Transform

class deepinv.transform.Transform(*args, n_trans: int = 1, rng: Generator | None = None, constant_shape: bool = True, flatten_video_input: bool = True, **kwargs)[source]

Bases: Module, TimeMixin

Base class for image transforms.

The base transform implements transform arithmetic and other methods to invert transforms and symmetrize functions.

All transforms must implement _get_params() to randomly generate e.g. rotation degrees or shift pixels, and _transform() to deterministically transform an image given the params.

To implement a new transform, please reimplement _get_params() and _transform() (with a **kwargs argument). See respective methods for details.

Also handle deterministic (non-random) transformations by passing in fixed parameter values.

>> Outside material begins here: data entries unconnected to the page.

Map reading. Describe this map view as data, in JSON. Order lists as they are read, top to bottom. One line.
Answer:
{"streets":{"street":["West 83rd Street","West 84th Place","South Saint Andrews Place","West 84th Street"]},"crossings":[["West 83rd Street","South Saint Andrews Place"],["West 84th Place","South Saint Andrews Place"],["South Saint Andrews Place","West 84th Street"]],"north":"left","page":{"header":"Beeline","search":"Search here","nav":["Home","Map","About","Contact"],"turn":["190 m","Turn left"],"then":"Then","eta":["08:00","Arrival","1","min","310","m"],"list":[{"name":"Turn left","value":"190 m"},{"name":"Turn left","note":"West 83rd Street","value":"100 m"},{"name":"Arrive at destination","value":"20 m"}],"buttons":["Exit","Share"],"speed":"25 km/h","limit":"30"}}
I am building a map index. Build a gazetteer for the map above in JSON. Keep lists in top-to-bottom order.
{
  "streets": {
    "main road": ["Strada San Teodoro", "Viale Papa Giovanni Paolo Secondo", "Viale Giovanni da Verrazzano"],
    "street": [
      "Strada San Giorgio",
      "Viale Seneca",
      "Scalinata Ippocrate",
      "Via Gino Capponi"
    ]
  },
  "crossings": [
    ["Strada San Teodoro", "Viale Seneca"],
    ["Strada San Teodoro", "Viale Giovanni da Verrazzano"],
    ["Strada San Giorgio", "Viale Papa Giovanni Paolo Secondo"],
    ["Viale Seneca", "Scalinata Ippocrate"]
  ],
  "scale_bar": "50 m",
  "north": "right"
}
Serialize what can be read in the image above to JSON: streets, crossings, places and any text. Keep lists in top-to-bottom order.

All transforms automatically handle video input (5D of shape (B,C,T,H,W)) by flattening the time dimension.

Examples

Randomly transform an image:

>>> import torch
>>> from deepinv.transform import Shift, Rotate
>>> x = torch.rand((1, 1, 2, 2)) # Define random image (B,C,H,W)
>>> transform = Shift() # Define random shift transform
>>> transform(x).shape
torch.Size([1, 1, 2, 2])

Deterministically transform an image:

>>> y = transform(transform(x, x_shift=[1]), x_shift=[-1])
>>> torch.all(x == y)
tensor(True)

# Accepts video input of shape (B,C,T,H,W):

>>> transform(torch.rand((1, 1, 3, 2, 2))).shape
torch.Size([1, 1, 3, 2, 2])

Multiply transforms to create compound transforms (direct product of groups) - similar to torchvision.transforms.Compose:

>>> rotoshift = Rotate() * Shift() # Chain rotate and shift transforms
>>> rotoshift(x).shape
torch.Size([1, 1, 2, 2])

Sum transforms to create stacks of transformed images (along the batch dimension).

>>> transform = Rotate() + Shift() # Stack rotate and shift transforms
>>> transform(x).shape
torch.Size([2, 1, 2, 2])

Randomly select from transforms - similar to torchvision.transforms.RandomApply:

>>> transform = Rotate() | Shift() # Randomly select rotate or shift transforms
>>> transform(x).shape
torch.Size([1, 1, 2, 2])

Symmetrize a function by averaging over the group (also known as Reynolds averaging):

>>> f = lambda x: x[..., [0]] * x # Function to be symmetrized
>>> f_s = rotoshift.symmetrize(f)
>>> f_s(x).shape
torch.Size([1, 1, 2, 2])

Parameters:

n_trans (int) – number of transformed versions generated per input image, defaults to 1
rng (torch.Generator) – random number generator, if None, use torch.Generator(), defaults to None
constant_shape (bool) – if True, transformed images are assumed to be same shape as input. For most transforms, this will not be an issue as automatic cropping/padding should mean all outputs are same shape. If False, for certain transforms including deepinv.transform.Rotate, transform will try to switch off automatic cropping/padding resulting in errors. However, symmetrize will still work but perform one-by-one (i.e. without collating over batch, which is less efficient).
flatten_video_input (bool) – accept video (5D) input of shape (B,C,T,H,W) by flattening time dim before transforming and unflattening after all operations.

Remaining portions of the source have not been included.